## Aim of the exercise
In the data that follows, each entry is to be restated exactly.

## Data provided
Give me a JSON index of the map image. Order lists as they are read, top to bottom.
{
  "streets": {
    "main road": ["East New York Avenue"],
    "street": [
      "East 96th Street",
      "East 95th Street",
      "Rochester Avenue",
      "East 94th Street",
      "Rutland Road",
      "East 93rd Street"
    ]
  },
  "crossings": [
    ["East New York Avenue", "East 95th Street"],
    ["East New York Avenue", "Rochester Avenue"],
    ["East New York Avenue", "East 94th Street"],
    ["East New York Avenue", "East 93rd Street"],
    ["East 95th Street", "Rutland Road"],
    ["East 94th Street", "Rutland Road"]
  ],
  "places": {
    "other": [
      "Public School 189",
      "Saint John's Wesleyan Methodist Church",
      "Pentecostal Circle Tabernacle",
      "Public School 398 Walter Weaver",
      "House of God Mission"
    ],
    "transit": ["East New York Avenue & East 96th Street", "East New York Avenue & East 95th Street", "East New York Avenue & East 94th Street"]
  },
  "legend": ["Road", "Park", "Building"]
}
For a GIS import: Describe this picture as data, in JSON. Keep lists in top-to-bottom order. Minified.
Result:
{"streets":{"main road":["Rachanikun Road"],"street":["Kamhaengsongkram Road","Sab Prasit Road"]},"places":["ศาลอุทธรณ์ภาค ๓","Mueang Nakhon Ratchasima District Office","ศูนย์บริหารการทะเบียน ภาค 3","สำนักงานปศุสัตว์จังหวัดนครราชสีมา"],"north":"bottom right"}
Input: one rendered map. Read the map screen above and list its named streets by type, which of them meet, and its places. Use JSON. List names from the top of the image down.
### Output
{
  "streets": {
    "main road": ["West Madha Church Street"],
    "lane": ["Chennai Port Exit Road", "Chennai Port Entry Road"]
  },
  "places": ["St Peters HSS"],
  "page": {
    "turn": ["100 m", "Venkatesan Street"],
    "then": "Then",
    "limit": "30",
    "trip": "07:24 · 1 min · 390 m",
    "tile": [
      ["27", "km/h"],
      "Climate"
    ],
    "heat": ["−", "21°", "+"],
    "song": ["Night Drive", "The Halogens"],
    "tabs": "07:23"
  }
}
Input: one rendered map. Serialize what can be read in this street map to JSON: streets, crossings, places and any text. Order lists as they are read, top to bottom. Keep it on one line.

## Answer section
Give me a JSON index of the map image. Order lists as they are read, top to bottom.
{
  "streets": {
    "main road": ["East New York Avenue"],
    "street": [
      "East 96th Street",
      "East 95th Street",
      "Rochester Avenue",
      "East 94th Street",
      "Rutland Road",
      "East 93rd Street"
    ]
  },
  "crossings": [
    ["East New York Avenue", "East 95th Street"],
    ["East New York Avenue", "Rochester Avenue"],
    ["East New York Avenue", "East 94th Street"],
    ["East New York Avenue", "East 93rd Street"],
    ["East 95th Street", "Rutland Road"],
    ["East 94th Street", "Rutland Road"]
  ],
  "places": {
    "other": [
      "Public School 189",
      "Saint John's Wesleyan Methodist Church",
      "Pentecostal Circle Tabernacle",
      "Public School 398 Walter Weaver",
      "House of God Mission"
    ],
    "transit": ["East New York Avenue & East 96th Street", "East New York Avenue & East 95th Street", "East New York Avenue & East 94th Street"]
  },
  "legend": ["Road", "Park", "Building"]
}
For a GIS import: Describe this picture as data, in JSON. Keep lists in top-to-bottom order. Minified.
Result:
{"streets":{"main road":["Rachanikun Road"],"street":["Kamhaengsongkram Road","Sab Prasit Road"]},"places":["ศาลอุทธรณ์ภาค ๓","Mueang Nakhon Ratchasima District Office","ศูนย์บริหารการทะเบียน ภาค 3","สำนักงานปศุสัตว์จังหวัดนครราชสีมา"],"north":"bottom right"}
Input: one rendered map. Read the map screen above and list its named streets by type, which of them meet, and its places. Use JSON. List names from the top of the image down.
### Output
{
  "streets": {
    "main road": ["West Madha Church Street"],
    "lane": ["Chennai Port Exit Road", "Chennai Port Entry Road"]
  },
  "places": ["St Peters HSS"],
  "page": {
    "turn": ["100 m", "Venkatesan Street"],
    "then": "Then",
    "limit": "30",
    "trip": "07:24 · 1 min · 390 m",
    "tile": [
      ["27", "km/h"],
      "Climate"
    ],
    "heat": ["−", "21°", "+"],
    "song": ["Night Drive", "The Halogens"],
    "tabs": "07:23"
  }
}
Input: one rendered map. Serialize what can be read in this street map to JSON: streets, crossings, places and any text. Order lists as they are read, top to bottom. Keep it on one line.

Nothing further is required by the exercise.